> Aim of the task: Reproduce the listing in full. Omit the pictures.

※

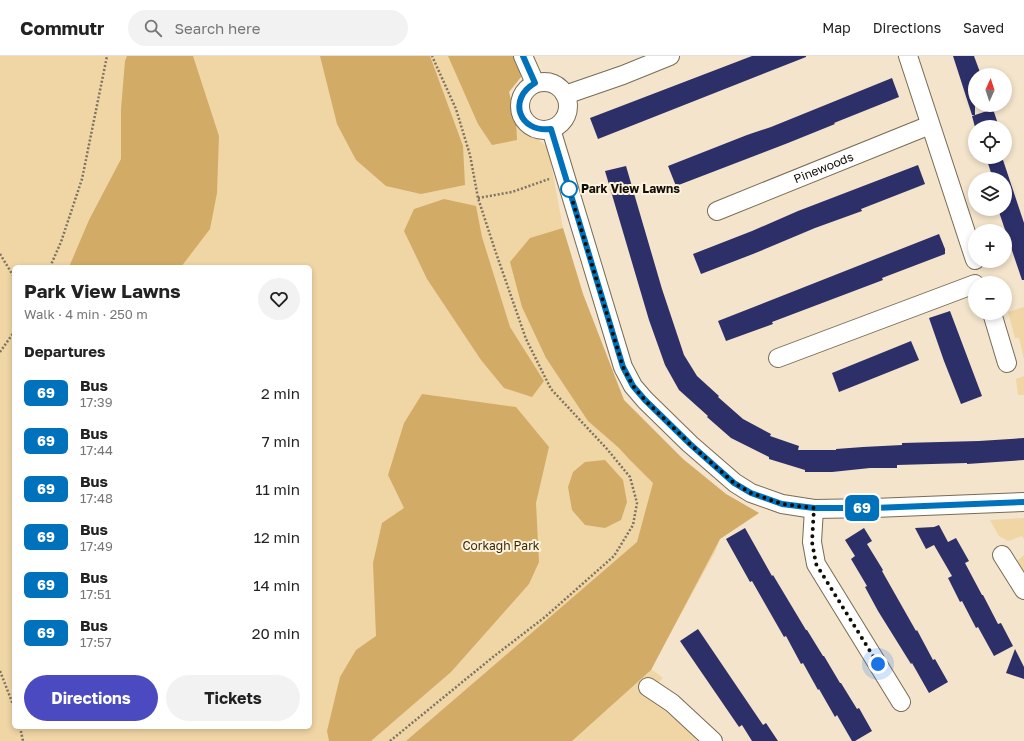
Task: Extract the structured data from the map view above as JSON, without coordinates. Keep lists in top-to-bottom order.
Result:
{
  "streets": {
    "street": ["Pinewoods"]
  },
  "parks": ["Corkagh Park"],
  "places": ["Park View Lawns"],
  "lines": ["bus line 69"],
  "north": "top",
  "page": {
    "header": "Commutr",
    "search": "Search here",
    "nav": ["Map", "Directions", "Saved"],
    "on_map": "69",
    "map_buttons": ["+", "−"],
    "heading": [
      ["Park View Lawns", "Walk · 4 min · 250 m"],
      "Departures"
    ],
    "list": [
      {
        "mark": "69",
        "name": "Bus",
        "note": "17:39",
        "value": "2 min"
      },
      {
        "mark": "69",
        "name": "Bus",
        "note": "17:44",
        "value": "7 min"
      },
      {
        "mark": "69",
        "name": "Bus",
        "note": "17:48",
        "value": "11 min"
      },
      {
        "mark": "69",
        "name": "Bus",
        "note": "17:49",
        "value": "12 min"
      },
      {
        "mark": "69",
        "name": "Bus",
        "note": "17:51",
        "value": "14 min"
      },
      {
        "mark": "69",
        "name": "Bus",
        "note": "17:57",
        "value": "20 min"
      }
    ],
    "buttons": ["Directions", "Tickets"]
  }
}
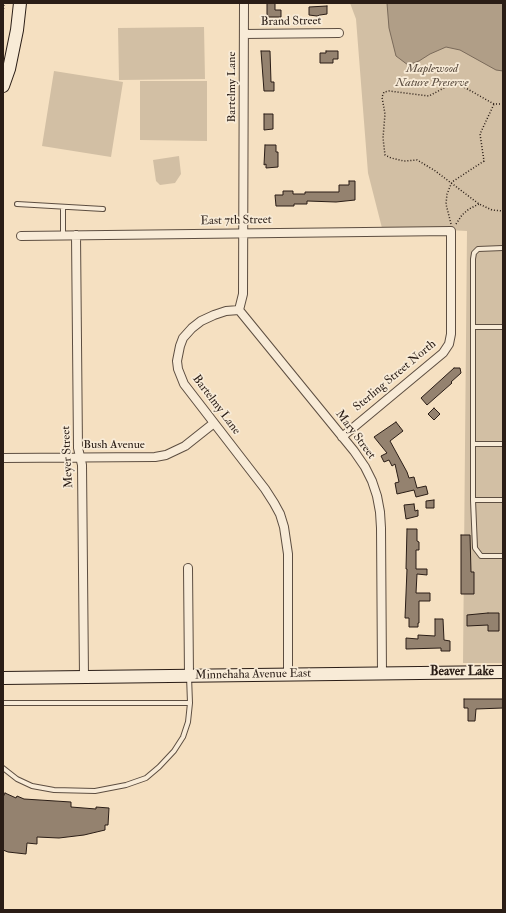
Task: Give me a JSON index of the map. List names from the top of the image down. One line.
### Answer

※

> Solution:
Task: Extract the structured data from the map view above as JSON, without coordinates. Keep lists in top-to-bottom order.
Result:
{
  "streets": {
    "street": ["Pinewoods"]
  },
  "parks": ["Corkagh Park"],
  "places": ["Park View Lawns"],
  "lines": ["bus line 69"],
  "north": "top",
  "page": {
    "header": "Commutr",
    "search": "Search here",
    "nav": ["Map", "Directions", "Saved"],
    "on_map": "69",
    "map_buttons": ["+", "−"],
    "heading": [
      ["Park View Lawns", "Walk · 4 min · 250 m"],
      "Departures"
    ],
    "list": [
      {
        "mark": "69",
        "name": "Bus",
        "note": "17:39",
        "value": "2 min"
      },
      {
        "mark": "69",
        "name": "Bus",
        "note": "17:44",
        "value": "7 min"
      },
      {
        "mark": "69",
        "name": "Bus",
        "note": "17:48",
        "value": "11 min"
      },
      {
        "mark": "69",
        "name": "Bus",
        "note": "17:49",
        "value": "12 min"
      },
      {
        "mark": "69",
        "name": "Bus",
        "note": "17:51",
        "value": "14 min"
      },
      {
        "mark": "69",
        "name": "Bus",
        "note": "17:57",
        "value": "20 min"
      }
    ],
    "buttons": ["Directions", "Tickets"]
  }
}
Task: Give me a JSON index of the map. List names from the top of the image down. One line.
### Answer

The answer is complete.